Une nouvelle étape judiciaire s’ouvre dans l’affaire visant l’islamologue suisse Tariq Ramadan. La cour criminelle départementale de Paris a décidé vendredi 6 mars 2026 que l’intellectuel serait jugé par défaut dans son procès pour viols. Un mandat d’arrêt a également été délivré à son encontre.
Le procès du prédicateur de 63 ans s’est ouvert lundi 2 mars. Depuis l’ouverture des débats, aucune comparution n’a été enregistrée devant la juridiction. Deux jours avant le début de l’audience, une hospitalisation à Genève, en Suisse, avait été évoquée par ses avocats. Une poussée de sclérose en plaques avait été avancée pour justifier son absence.
Un certificat médical transmis à la cour indiquait un état de grande fatigue et recommandait une période de repos comprise entre une semaine et dix jours avant toute comparution. Face à ces éléments, la présidente de la cour, Corinne Goetzmann, avait ordonné une expertise médicale réalisée sur dossier par deux neurologues.

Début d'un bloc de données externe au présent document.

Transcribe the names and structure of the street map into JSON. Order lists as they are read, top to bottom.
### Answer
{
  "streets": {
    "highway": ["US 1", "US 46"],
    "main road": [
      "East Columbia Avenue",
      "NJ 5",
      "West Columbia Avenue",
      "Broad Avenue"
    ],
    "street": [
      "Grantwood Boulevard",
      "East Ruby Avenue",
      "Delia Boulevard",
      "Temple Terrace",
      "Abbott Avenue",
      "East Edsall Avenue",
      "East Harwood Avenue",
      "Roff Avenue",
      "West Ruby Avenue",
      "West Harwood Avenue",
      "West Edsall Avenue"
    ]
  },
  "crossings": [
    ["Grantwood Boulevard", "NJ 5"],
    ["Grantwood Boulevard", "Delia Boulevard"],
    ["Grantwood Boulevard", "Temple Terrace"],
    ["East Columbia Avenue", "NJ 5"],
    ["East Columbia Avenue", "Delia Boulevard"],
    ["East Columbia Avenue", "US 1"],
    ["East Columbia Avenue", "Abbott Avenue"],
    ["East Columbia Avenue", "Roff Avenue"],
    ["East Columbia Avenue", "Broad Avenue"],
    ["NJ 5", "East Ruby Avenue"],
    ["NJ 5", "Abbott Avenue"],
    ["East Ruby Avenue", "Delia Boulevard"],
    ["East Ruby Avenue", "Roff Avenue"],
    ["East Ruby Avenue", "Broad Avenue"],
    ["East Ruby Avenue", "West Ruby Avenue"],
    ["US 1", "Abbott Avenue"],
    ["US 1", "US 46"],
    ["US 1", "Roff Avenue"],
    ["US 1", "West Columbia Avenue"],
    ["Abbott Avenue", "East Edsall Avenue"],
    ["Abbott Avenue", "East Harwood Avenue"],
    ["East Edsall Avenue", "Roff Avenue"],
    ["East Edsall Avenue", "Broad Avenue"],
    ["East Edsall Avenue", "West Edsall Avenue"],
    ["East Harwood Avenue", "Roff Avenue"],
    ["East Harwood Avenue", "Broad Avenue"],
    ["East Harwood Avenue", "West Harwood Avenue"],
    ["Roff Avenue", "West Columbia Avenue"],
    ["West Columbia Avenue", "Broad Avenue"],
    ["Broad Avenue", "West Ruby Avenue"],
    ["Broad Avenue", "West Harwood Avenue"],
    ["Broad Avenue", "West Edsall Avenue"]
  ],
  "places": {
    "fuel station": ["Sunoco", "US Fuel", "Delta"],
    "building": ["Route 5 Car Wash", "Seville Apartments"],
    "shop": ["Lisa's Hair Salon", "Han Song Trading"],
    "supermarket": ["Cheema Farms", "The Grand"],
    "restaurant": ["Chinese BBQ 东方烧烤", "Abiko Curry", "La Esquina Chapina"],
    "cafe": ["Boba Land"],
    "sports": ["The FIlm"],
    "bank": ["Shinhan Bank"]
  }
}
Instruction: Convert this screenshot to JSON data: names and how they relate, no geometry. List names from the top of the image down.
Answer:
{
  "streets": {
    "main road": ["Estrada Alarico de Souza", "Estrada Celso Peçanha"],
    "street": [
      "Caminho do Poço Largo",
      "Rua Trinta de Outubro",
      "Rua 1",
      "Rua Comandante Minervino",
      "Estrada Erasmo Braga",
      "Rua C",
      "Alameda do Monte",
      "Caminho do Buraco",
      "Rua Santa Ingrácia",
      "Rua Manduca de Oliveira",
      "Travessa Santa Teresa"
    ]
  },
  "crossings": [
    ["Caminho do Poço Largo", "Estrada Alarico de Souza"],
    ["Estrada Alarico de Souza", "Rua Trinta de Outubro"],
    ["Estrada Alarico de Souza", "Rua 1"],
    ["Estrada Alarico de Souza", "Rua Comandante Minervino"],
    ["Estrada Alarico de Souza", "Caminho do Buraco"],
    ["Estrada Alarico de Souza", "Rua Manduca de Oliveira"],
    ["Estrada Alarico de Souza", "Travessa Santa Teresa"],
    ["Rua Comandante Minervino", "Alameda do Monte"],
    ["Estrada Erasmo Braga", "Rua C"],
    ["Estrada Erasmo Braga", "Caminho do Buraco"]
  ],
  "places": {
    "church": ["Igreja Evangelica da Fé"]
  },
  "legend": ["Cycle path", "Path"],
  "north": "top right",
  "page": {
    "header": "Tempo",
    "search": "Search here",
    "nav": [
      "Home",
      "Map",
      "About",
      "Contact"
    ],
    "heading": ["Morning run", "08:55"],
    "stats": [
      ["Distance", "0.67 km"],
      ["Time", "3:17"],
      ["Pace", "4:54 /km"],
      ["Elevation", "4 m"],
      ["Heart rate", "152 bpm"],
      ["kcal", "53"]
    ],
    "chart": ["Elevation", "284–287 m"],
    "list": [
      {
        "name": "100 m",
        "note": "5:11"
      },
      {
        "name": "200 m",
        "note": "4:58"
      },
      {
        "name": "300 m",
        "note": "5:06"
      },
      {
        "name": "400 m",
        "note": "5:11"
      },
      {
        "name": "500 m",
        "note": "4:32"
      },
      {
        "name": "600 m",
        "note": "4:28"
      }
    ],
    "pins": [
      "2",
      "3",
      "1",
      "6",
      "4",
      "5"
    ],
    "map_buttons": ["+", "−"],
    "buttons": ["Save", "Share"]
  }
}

Le rapport des experts a été présenté à l’audience. Selon leurs conclusions, la sclérose en plaques don’t souffre Tariq Ramadan depuis plusieurs années apparaît stable et aucun signe de poussée récente n’aurait été constaté. Sur la base de cette analyse, la juridiction a décidé de poursuivre la procédure sans la présence de l’accusé.
Après l’annonce de cette décision, les avocats de l’islamologue ont quitté la salle d’audience. Le procès se poursuit désormais en son absence devant la cour criminelle départementale de Paris.
Cette procédure par défaut signifie que le jugement pourra être rendu sans comparution de l’accusé. Le mandat d’arrêt délivré ouvre par ailleurs la voie à une éventuelle interpellation si Tariq Ramadan venait à être localisé par les autorités judiciaires.